Sometimes I will spend an evening on the back porch, looking up at a sky that could cause an atheist to believe in God. In the mountains on a clear night, away from the amber-pink glow of the city lights, stars come out and shine brilliantly. Nights like these also signal a cold morning, but I will take that weight in order to sit under a cloudless sky and let the minutes fall away.

Life has continued. My job keeps me busy, on my toes, and occasionally teeters me over an edge, pulls me back before I fall, dusts me off, and gives me a shove in the right direction. A new car gives me something to look at: a cut stone that provides pleasure. The weather grows warmer, dips into cold, stumbles, changes its mind. The sun comes up, the sun goes down.

And I think about my future, about not knowing where I am going. There was a time when everything that was going to happen was certain; all I had to do was sit back and let it happen. I've since learned that sitting back and waiting was perhaps the biggest mistake I ever made.

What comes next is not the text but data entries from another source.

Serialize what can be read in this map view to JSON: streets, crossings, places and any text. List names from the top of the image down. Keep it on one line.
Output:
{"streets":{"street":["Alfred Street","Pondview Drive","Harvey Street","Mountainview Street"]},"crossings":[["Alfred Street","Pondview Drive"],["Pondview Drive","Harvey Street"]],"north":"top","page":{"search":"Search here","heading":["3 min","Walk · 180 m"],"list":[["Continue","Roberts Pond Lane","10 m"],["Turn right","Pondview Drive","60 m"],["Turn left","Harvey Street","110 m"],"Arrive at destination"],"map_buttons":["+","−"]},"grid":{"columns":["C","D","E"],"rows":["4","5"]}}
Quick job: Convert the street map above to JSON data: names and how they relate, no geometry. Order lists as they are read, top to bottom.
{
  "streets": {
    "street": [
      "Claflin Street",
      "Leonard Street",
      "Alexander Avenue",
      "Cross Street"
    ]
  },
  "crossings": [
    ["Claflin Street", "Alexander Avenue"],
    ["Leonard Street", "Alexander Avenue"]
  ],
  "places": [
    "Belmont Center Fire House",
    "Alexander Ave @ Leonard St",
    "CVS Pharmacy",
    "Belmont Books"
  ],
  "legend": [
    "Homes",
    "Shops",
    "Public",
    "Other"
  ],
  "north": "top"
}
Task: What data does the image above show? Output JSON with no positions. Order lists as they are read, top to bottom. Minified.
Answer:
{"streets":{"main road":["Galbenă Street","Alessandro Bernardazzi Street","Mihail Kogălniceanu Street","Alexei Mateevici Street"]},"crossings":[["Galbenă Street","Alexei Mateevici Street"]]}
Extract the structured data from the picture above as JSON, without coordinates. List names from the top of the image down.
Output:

The future is not a straight line, and it will not catch up with you. If you are complacent, the future may simply bitch-slap you on its way by, demonstrating the Doppler effect as it screams past. How fast? The speed of sound? The speed of light? As far as I can tell, the speed of life doesn’t have a measure; there is no way to comfort oneself by mapping or drawing diagrams. My life ain't a pie chart.

Ah, this late night gibberish.

My time is spread out before me, not unlike my late mountain night sky. I don't care how clichéd of a metaphor that is, I'm gonna use it anyway. There is nothing more liberating that realizing that you are free to do what you choose, to carry that weight, to fire yourself into the world like a roman candle, aiming for a place among the stars. I'm still young enough to see the romance in travel, to find meaning in jumping in a car, pointing the nose in a cardinal direction, and just driving. I'm not looking for anything specific, but I know, if I drive long enough and stay true to my route, that I will eventually end up exactly where I want to be.

I never claimed to be an anti-romantic.

I think I'm gonna go look at the stars a little more before I go to bed.